BEGIN
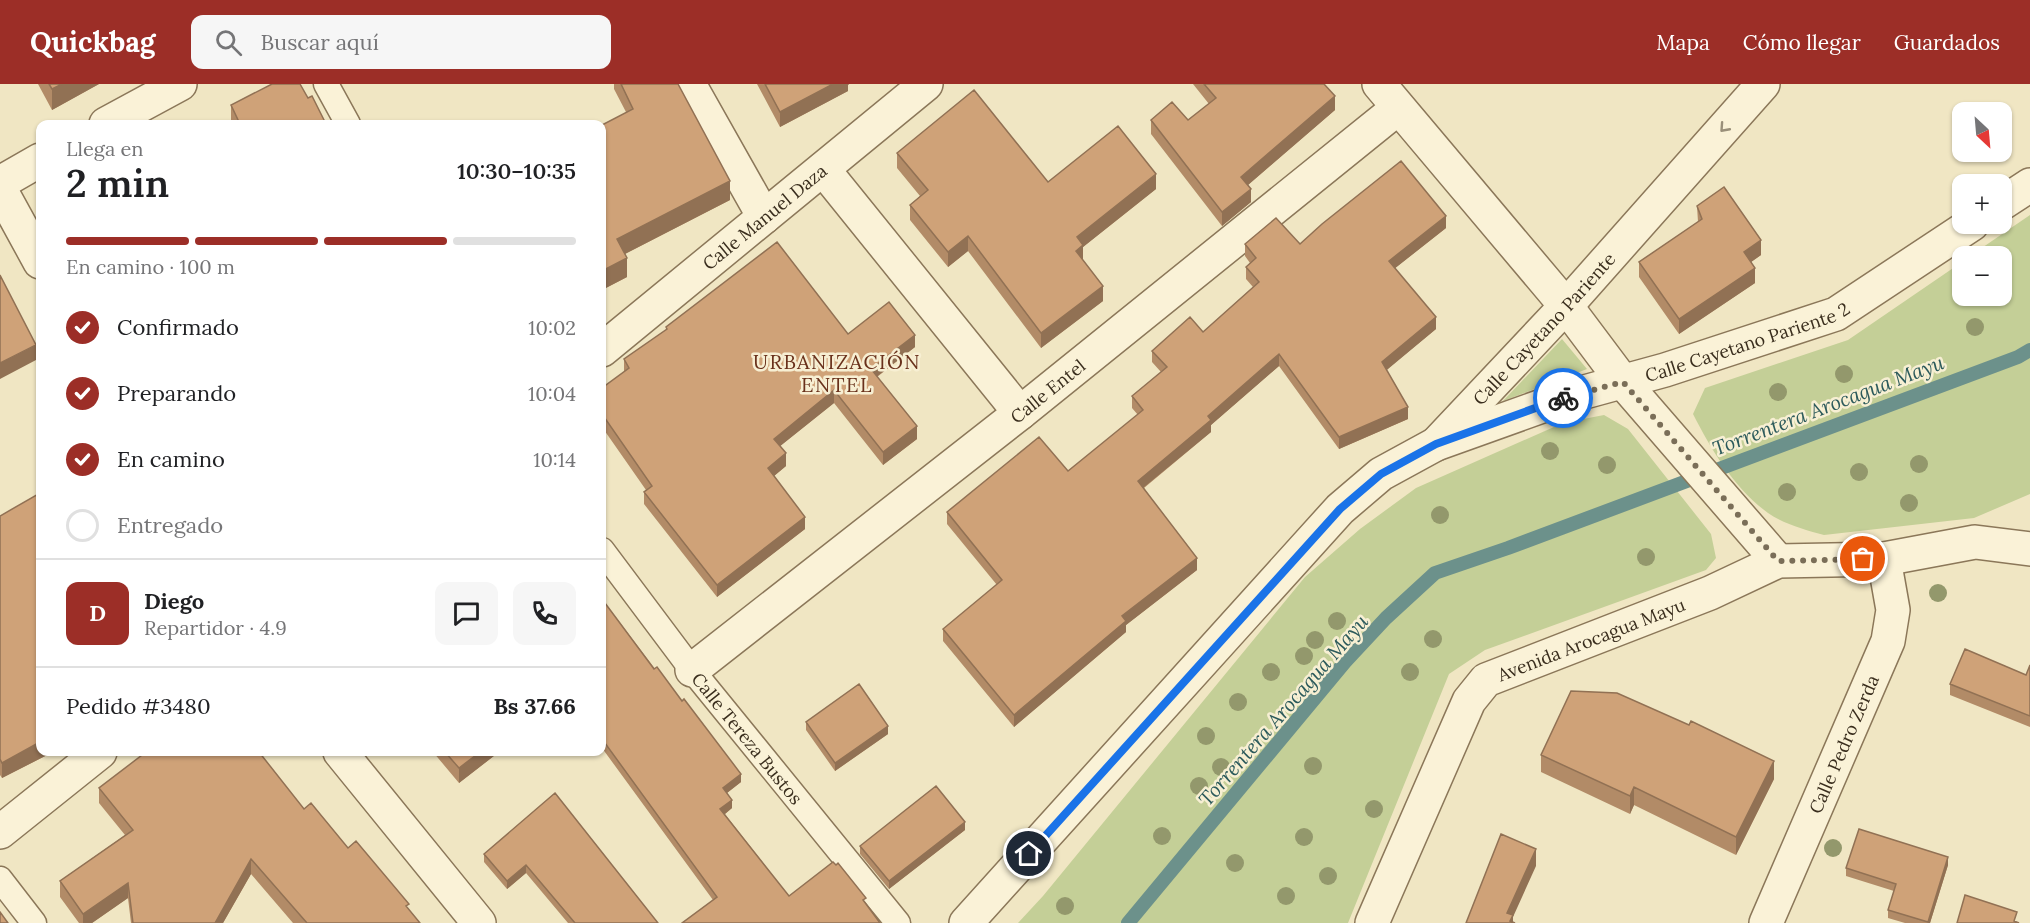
<!DOCTYPE html>
<html lang="es">
<head>
<meta charset="utf-8">
<style>
  :root { --surface:#fff; --page:#f6f6f6; --text:#202124; --muted:#757577; --line:#e0e0e0; --accent:#9c2e27 }
  body { margin:0; font-family:Lora,serif; background:var(--page); color:var(--text); height:100vh; display:flex; flex-direction:column; font-size:22px; white-space:nowrap }
  * { box-sizing:border-box; margin:0 }
  p { font-size:20px; color:var(--muted) }
  .icon { flex:none; width:33px; height:33px; fill:none; stroke:currentColor; stroke-width:2; stroke-linecap:round; stroke-linejoin:round }
  .map { position:relative; flex:1; overflow:hidden }
  .drawer { position:absolute; left:36px; top:36px; width:570px; height:636px; display:flex; flex-direction:column; background:var(--surface); border-radius:12px; box-shadow:0 2px 4px #0004 }
  .drawer>* { flex:none }
  .needle { width:39px; rotate:154deg }
  .controls { position:absolute; left:1952px; top:18px; display:grid; gap:12px }
  .controls a { display:grid; place-items:center; width:60px; height:60px; border-radius:12px; background:var(--surface); box-shadow:0 2px 4px #0004; font-size:30px }
  .pin { position:absolute; display:grid; place-items:center; width:51px; height:51px; color:#fff; margin:-26px; border:3px solid #fff; border-radius:50%; box-shadow:0 2px 6px #0007 }
  .courier { position:absolute; display:grid; place-items:center; width:60px; height:60px; margin:-30px; border:4px solid #1a73e8; border-radius:50%; background:#fff; color:#222; box-shadow:0 2px 8px #0007 }
  .overview em { font-style:normal; font-weight:600 }
  .overview div { display:flex; flex-direction:column-reverse }
  .overview { display:flex; align-items:center; justify-content:space-between; height:102px; padding:0 30px }
  h1 { font-size:39px; font-weight:600; line-height:45px }
  .bar { display:grid; grid-template-columns:repeat(4,1fr); gap:9px 6px; align-content:center; height:72px; padding:0 30px }
  .bar i { height:8px; border-radius:4px; background:var(--line) }
  .bar .current { background:var(--accent) }
  .bar p { grid-column:span 4 }
  .line { display:flex; align-items:center; gap:15px; padding:0 30px; border-top:2px solid var(--line) }
  .line div { flex:1 }
  .round { display:grid; place-items:center; flex:none; width:63px; height:63px; border-radius:12px; background:var(--page) }
  ol { padding:0 30px; list-style:none }
  li { display:flex; align-items:center; gap:18px; height:66px }
  li p { margin-inline-start:auto }
  li .icon { padding:6px; border-radius:50%; background:var(--accent); color:#fff; stroke-width:4 }
  li:last-child { color:var(--muted) }
  li i { width:33px; height:33px; border:3px solid var(--line); border-radius:50% }
  header { display:flex; align-items:center; gap:36px; box-sizing:border-box; height:84px; padding:0 30px; background:var(--accent); color:#fff }
  header strong { font-size:28px }
  nav { display:flex; gap:33px; margin-inline-start:auto; font-size:21px }
  .search { width:420px; height:54px; background:var(--page); display:flex; align-items:center; gap:15px; box-sizing:border-box; padding:0 21px; border-radius:12px; color:var(--muted); font-size:22px }
  .map>svg:first-child { display:block }
  .green { fill:#c4cf97 }
  .lines { fill:none; stroke-linecap:round; stroke-linejoin:round }
  .stream { stroke:#6c918b; stroke-width:14 }
  .service-casing { stroke:#8b7759; stroke-width:27 }
  .minor-casing { stroke:#8b7759; stroke-width:36 }
  .tertiary-casing { stroke:#8b7759; stroke-width:36 }
  .service { stroke:#faf2d7; stroke-width:24 }
  .minor { stroke:#faf2d7; stroke-width:33 }
  .tertiary { stroke:#faf2d7; stroke-width:33 }
  .tree { fill:#93986c }
  .wall { fill:#b28b67 }
  .shaded-wall { fill:#917154 }
  .building { fill:#cfa278; stroke:#917154; stroke-width:1.5 }
  .oneway { stroke:#9a907a }
  .done { stroke:#7a6e58; stroke-width:6; stroke-dasharray:0 10.8 }
  .route { stroke:#1a73e8; stroke-width:8 }
  .labels { text-anchor:middle; dominant-baseline:central; stroke-width:5; stroke-linejoin:round; paint-order:stroke }
  .street-label { font-size:18px; fill:#3a2e1e; stroke:#f7efd3 }
  .neighbourhood-label { font-size:20px; letter-spacing:1.5px; fill:#69311b; stroke:#f7efd3 }
  .water-label { font-size:20px; font-style:italic; fill:#2c5a5b; stroke:#f7efd3 }
</style>
</head>
<body>
<header>
<strong>Quickbag</strong>
<div class="search"><svg class="icon" aria-label="search" viewBox="0 0 24 24"><circle cx="10" cy="10" r="6"/><path d="M15 15l6 6"/></svg>Buscar aquí</div>
<nav><a>Mapa</a><a>Cómo llegar</a><a>Guardados</a></nav>
</header>
<div class="map">
<svg width="2030" height="839" viewBox="0 0 2030 839">
  <rect width="100%" height="100%" fill="#f0e6c3"/>
  <!-- green -->
  <path class="green" d="M2030,131V410L1974,434L1824,451C1806,446 1784,440 1768,429C1734,404 1712,367 1693,330L1705,304L1848,256L1962,178V212H2001V172H1970Z
    M1562,255L1587,285L1503,317Z
    M1604,331L1628,345L1711,450L1716,474L1706,486L1485,566L1449,590L1348,839H1018L1043,812L1305,493L1360,445L1416,404L1563,339Z"/>
  <g class="lines">
    <!-- stream -->
    <path class="stream" d="M1128,839L1345,578L1386,534L1435,489L1508,464L2018,273L2030,266"/>
    <!-- service casing -->
    <g class="service-casing">
      <g id="service">
        <path d="M326,0L348,40"/>
        <path id="s1" d="M602,466L692,586L898,839"/>
        <path d="M0,795L34,839"/>
      </g>
    </g>
    <!-- minor casing -->
    <g class="minor-casing">
      <g id="minor">
        <path d="M689,0L764,133"/>
        <path d="M1379,0L1566,222L1623,298L1778,477"/>
        <path d="M106,40L180,0"/>
        <path d="M823,85L1020,329"/>
        <path d="M0,99L40,76"/>
        <path d="M0,105L40,178"/>
        <path id="s2" d="M602,266L926,0"/>
        <path id="s3" d="M1436,360L1566,222L1763,0"/>
        <path id="s4" d="M692,586L1020,329L1398,24"/>
        <path d="M340,668L479,839"/>
        <path d="M0,748L100,668"/>
        <path id="s5" d="M1372,839L1469,617L1486,596L1710,509L1778,477L1884,475L1975,458L2030,465"/>
        <path id="s6" d="M1766,839L1888,557L1893,526L1884,475"/>
      </g>
    </g>
    <!-- tertiary casing -->
    <g class="tertiary-casing">
      <g id="tertiary">
        <path d="M2001,120L2030,101"/>
        <path id="s7" d="M966,839L1340,425L1381,390L1436,360L1570,312L1665,286L1836,230L1972,140"/>
      </g>
    </g>
    <!-- service -->
    <use href="#service" class="service"/>
    <!-- minor -->
    <use href="#minor" class="minor"/>
    <!-- tertiary -->
    <use href="#tertiary" class="tertiary"/>
  </g>
  <!-- trees -->
  <g class="tree">
    <circle cx="1975" cy="243" r="9"/>
    <circle cx="1844" cy="290" r="9"/>
    <circle cx="1778" cy="308" r="9"/>
    <circle cx="1550" cy="367" r="9"/>
    <circle cx="1919" cy="380" r="9"/>
    <circle cx="1607" cy="381" r="9"/>
    <circle cx="1859" cy="388" r="9"/>
    <circle cx="1787" cy="408" r="9"/>
    <circle cx="1909" cy="419" r="9"/>
    <circle cx="1440" cy="431" r="9"/>
    <circle cx="1646" cy="473" r="9"/>
    <circle cx="1938" cy="509" r="9"/>
    <circle cx="1337" cy="537" r="9"/>
    <circle cx="1433" cy="555" r="9"/>
    <circle cx="1315" cy="556" r="9"/>
    <circle cx="1304" cy="572" r="9"/>
    <circle cx="1271" cy="588" r="9"/>
    <circle cx="1410" cy="588" r="9"/>
    <circle cx="1238" cy="618" r="9"/>
    <circle cx="1206" cy="652" r="9"/>
    <circle cx="1313" cy="682" r="9"/>
    <circle cx="1221" cy="683" r="9"/>
    <circle cx="1199" cy="702" r="9"/>
    <circle cx="1374" cy="725" r="9"/>
    <circle cx="1162" cy="752" r="9"/>
    <circle cx="1304" cy="753" r="9"/>
    <circle cx="1833" cy="764" r="9"/>
    <circle cx="1235" cy="779" r="9"/>
    <circle cx="1328" cy="792" r="9"/>
    <circle cx="1286" cy="812" r="9"/>
    <circle cx="1065" cy="822" r="9"/>
  </g>
  <!-- wall -->
  <path class="wall" d="M38,0H99L52,26Z
    M614,0H678L730,116L625,170L627,193L602,206L626,28L614,5Z
    M757,0H849L848,1V7L780,43Z
    M1193,0H1324L1335,26L1248,101L1251,118L1222,142L1151,50V36H1188L1209,20Z
    M308,14L326,40H233L231,36V21Z
    M897,69L1048,98L1156,105L1083,163V176L1103,217L1041,264L968,167L948,183L910,136V121L920,112L897,84Z
    M1697,122L1761,171L1751,178L1755,199L1679,250L1639,193V178L1698,138Z
    M1446,144L1395,184L1436,245L1386,286L1408,335L1339,365L1279,282L1211,341V348L1144,404L1197,486L1126,541V548L1014,643L943,557V545L997,501L947,440V428L1068,387L1138,331L1132,324V312L1161,288L1152,278V267L1203,248L1253,203L1246,195V183L1250,179L1245,172V160H1300Z
    M666,243L848,250L915,263L877,293L917,355L883,381L834,319L780,362L786,382L774,392L805,445L717,513L644,420V408L646,406L602,343V304L624,288V275L666,246Z
    M0,432L40,668H53L2,694L0,691Z
    M602,515L741,698L727,709L732,724L725,730L789,812L866,814L713,816L602,664Z
    M2030,581V643L1950,611V600L2026,591Z
    M806,638L888,650L835,687L806,646Z
    M433,668H499L459,699Z
    M1541,671L1774,695L1736,771L1634,721L1630,730L1541,688Z
    M99,704L304,725L348,764L409,826L420,839H293L251,790L223,839H131L128,814L92,839H79L60,813V797L125,751L99,719Z
    M555,709L658,839H568L526,789L507,805L484,778V770Z
    M965,746L889,805L860,770V762Z
    M1948,781L1930,839H1905L1888,834V826L1894,807L1846,792V784Z"/>
  <!-- shaded-wall -->
  <path class="shaded-wall" d="M62,0H99L52,26V5Z
    M833,0H849L848,1V7L780,43V28Z
    M1335,12V26L1241,107V93Z
    M1156,90V105L1083,163V176L1076,182L1077,153Z
    M730,97V116L617,174V155Z
    M1251,105V118L1222,142V128Z
    M1446,132V144L1389,189V177Z
    M968,152V167L948,183V168Z
    M1761,156V171L1744,183V168Z
    M627,174V193L602,206V187Z
    M1755,184V199L1679,250V235Z
    M1103,202V217L1041,264V249Z
    M1436,233V245L1382,290V278Z
    M915,251V263L871,297V285Z
    M36,261V276L0,295V279Z
    M1279,270V282L1211,341V348L1138,408V397L1208,332Z
    M834,306V319L774,367V355Z
    M1408,323V335L1339,365V353Z
    M917,342V355L883,381V368Z
    M786,369V382L768,397V384Z
    M805,433V445L717,513V501Z
    M1197,474V486L1126,541V548L1014,643V631L1122,532Z
    M888,642V650L835,687V679Z
    M40,658V668H53L2,694V679Z
    M480,668H499L459,699V684Z
    M1774,677V695L1736,771V753Z
    M741,690V698L723,712V704Z
    M1634,703V721L1630,730V712Z
    M732,716V724L720,734V725Z
    M965,738V746L889,805V797Z
    M1536,765V782L1513,833V839H1507V829Z
    M1948,773V781L1930,839H1928Z
    M251,775V790L223,839H215Z
    M526,781V789L507,805V797Z
    M128,799V814L92,839H83V830Z"/>
  <!-- building -->
  <path class="building" d="M49,0H62L52,5Z
    M272,0H300L308,14L312,12L326,40H240L231,21Z
    M621,0H678L730,97L617,155L627,174L602,187V41L633,25Z
    M765,0H833L780,28Z
    M1204,0H1324L1335,12L1241,93L1251,105L1222,128L1151,36L1172,18L1188,36L1216,14Z
    M974,6L1048,98L1118,42L1156,90L1077,153L1083,161L1076,167L1103,202L1041,249L968,152L948,168L910,121L928,106L897,69Z
    M1401,77L1446,132L1389,177L1436,233L1382,278L1408,323L1339,353L1279,270L1208,332L1211,336L1138,397L1197,474L1122,532L1126,537L1014,631L943,545L1002,496L947,428L1039,353L1068,387L1143,326L1132,312L1167,283L1152,267L1190,233L1203,248L1259,198L1246,183L1256,174L1245,160L1276,134L1300,160L1322,140Z
    M1724,103L1761,156L1744,168L1755,184L1679,235L1639,178L1702,135L1697,122Z
    M777,158L848,250L889,218L915,251L871,285L917,342L883,368L834,306L774,355L786,369L768,384L805,433L717,501L644,408L652,402L602,330V304L629,284L624,275L667,245L666,243Z
    M0,191L36,261L0,279Z
    M40,409V658L2,679L0,675V432Z
    M602,515L654,585L657,583L682,617L684,615L741,690L723,704L732,716L720,725L789,812L833,778L836,781L838,779L866,814L863,816L880,839H682L717,813L602,655Z
    M1965,565L2026,591L2030,581V632L1950,600Z
    M859,600L888,642L835,679L806,638Z
    M1571,607L1617,609L1689,641L1691,637L1774,677L1736,753L1634,703L1630,712L1541,671Z
    M146,668H259L304,725L311,719L348,764L356,757L409,820L406,822L420,839H307L251,775L215,839H133L128,799L83,830L60,797L133,746L99,704Z
    M445,668H480L459,684Z
    M936,702L965,738L889,797L860,762Z
    M555,709L658,839H575L526,781L507,797L484,770Z
    M1859,745L1948,773L1928,838L1888,826L1896,800L1846,784Z
    M1501,750L1536,765L1507,829L1513,831L1510,837L1515,839H1466Z
    M1965,811L2017,828L2014,837L2019,839H1957Z
    M0,828L8,839H0Z"/>
  <!-- one-way arrows -->
  <defs><path id="oneway-chevron" d="M-2-3.5L2.5 0L-2 3.5" fill="none" stroke-width="1.6" stroke-linecap="round" stroke-linejoin="round" transform="scale(1.5)"/></defs>
  <use class="oneway" href="#oneway-chevron" transform="translate(1724 44) rotate(132)"/>
  <g class="lines">
    <!-- done -->
    <path class="done" d="M1563,314L1623,298L1778,477L1863,475"/>
    <!-- route -->
    <path class="route" d="M1029,770L1340,425L1381,390L1436,360L1563,314"/>
  </g>
  <g class="labels">
    <!-- street labels -->
    <g class="street-label">
      <text stroke="none"><textPath href="#s2" startOffset="210">Calle Manuel Daza</textPath></text>
      <text stroke="none"><textPath href="#s3" startOffset="158">Calle Cayetano Pariente</textPath></text>
      <text stroke="none"><textPath href="#s7" startOffset="1002">Calle Cayetano Pariente 2</textPath></text>
      <text stroke="none"><textPath href="#s4" startOffset="452">Calle Entel</textPath></text>
      <text stroke="none"><textPath href="#s5" startOffset="382">Avenida Arocagua Mayu</textPath></text>
      <text stroke="none"><textPath href="#s1" startOffset="238">Calle Tereza Bustos</textPath></text>
      <text stroke="none"><textPath href="#s6" startOffset="195">Calle Pedro Zerda</textPath></text>
    </g>
    <!-- neighbourhood labels -->
    <g class="neighbourhood-label">
      <text x="837" y="277">URBANIZACIÓN<tspan x="837" dy="23">ENTEL</tspan></text>
    </g>
    <!-- water labels -->
    <g class="water-label">
      <text transform="translate(1828 321) rotate(-21)">Torrentera Arocagua Mayu</text>
      <text transform="translate(1283 626) rotate(-49)">Torrentera Arocagua Mayu</text>
    </g>
  </g>
</svg>
<div class="controls">
<a><svg class="needle" viewBox="-14 -14 28 28"><path d="M0-13l5 13h-10z" fill="#e53935"/><path d="M0 13l5-13h-10z" fill="#757577"/></svg></a>
<a>+</a>
<a>−</a>
</div>
<div class="pin" style="left:1863px;top:475px;background:#ea580c"><svg class="icon" aria-label="bag" viewBox="0 0 24 24"><path d="M5 8h14l-1 12H6zM9 8a3 3 0 0 1 6 0"/></svg></div>
<div class="pin" style="left:1029px;top:770px;background:#1f2937"><svg class="icon" aria-label="home" viewBox="0 0 24 24"><path d="M3 11l9-7 9 7M6 9v11h12V9"/></svg></div>
<div class="courier" style="left:1563px;top:314px"><svg class="icon" aria-label="bike" viewBox="0 0 24 24"><circle cx="6" cy="16" r="4"/><circle cx="18" cy="16" r="4"/><path d="M6 16l4-8h5l3 8M10 8l3 8H6M13 5h3"/></svg></div>
<section class="drawer">
<div class="overview"><div><h1>2 min</h1><p>Llega en</p></div><em>10:30–10:35</em></div>
<div class="bar"><i class="current"></i><i class="current"></i><i class="current"></i><i></i><p>En camino · 100 m</p></div>
<ol>
<li><svg class="icon" aria-label="check" viewBox="0 0 24 24"><path d="M5 12l5 5 9-10"/></svg>Confirmado<p>10:02</p></li>
<li><svg class="icon" aria-label="check" viewBox="0 0 24 24"><path d="M5 12l5 5 9-10"/></svg>Preparando<p>10:04</p></li>
<li><svg class="icon" aria-label="check" viewBox="0 0 24 24"><path d="M5 12l5 5 9-10"/></svg>En camino<p>10:14</p></li>
<li><i></i>Entregado</li>
</ol>
<div class="line" style="height:108px"><b class="round" style="background:var(--accent);color:#fff">D</b><div><b>Diego</b><p>Repartidor · 4.9</p></div><a class="round"><svg class="icon" aria-label="chat" viewBox="0 0 24 24"><path d="M4 5h16v11H9l-5 4z"/></svg></a><a class="round"><svg class="icon" aria-label="phone" viewBox="0 0 24 24"><path d="M5 4h4l2 5-3 2q2 4 5 5l2-3 5 2v4C11 20 4 13 5 4z"/></svg></a></div>
<div class="line" style="height:78px"><div>Pedido #3480</div><b>Bs 37.66</b></div>
</section>
</div>
</body>
</html>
END
#### EXERCISE INSTRUCTIONS:
Review the material and copy each line in which the word "search" appears.

#### ANSWER SECTION:
  .search { width:420px; height:54px; background:var(--page); display:flex; align-items:center; gap:15px; box-sizing:border-box; padding:0 21px; border-radius:12px; color:var(--muted); font-size:22px }
<div class="search"><svg class="icon" aria-label="search" viewBox="0 0 24 24"><circle cx="10" cy="10" r="6"/><path d="M15 15l6 6"/></svg>Buscar aquí</div>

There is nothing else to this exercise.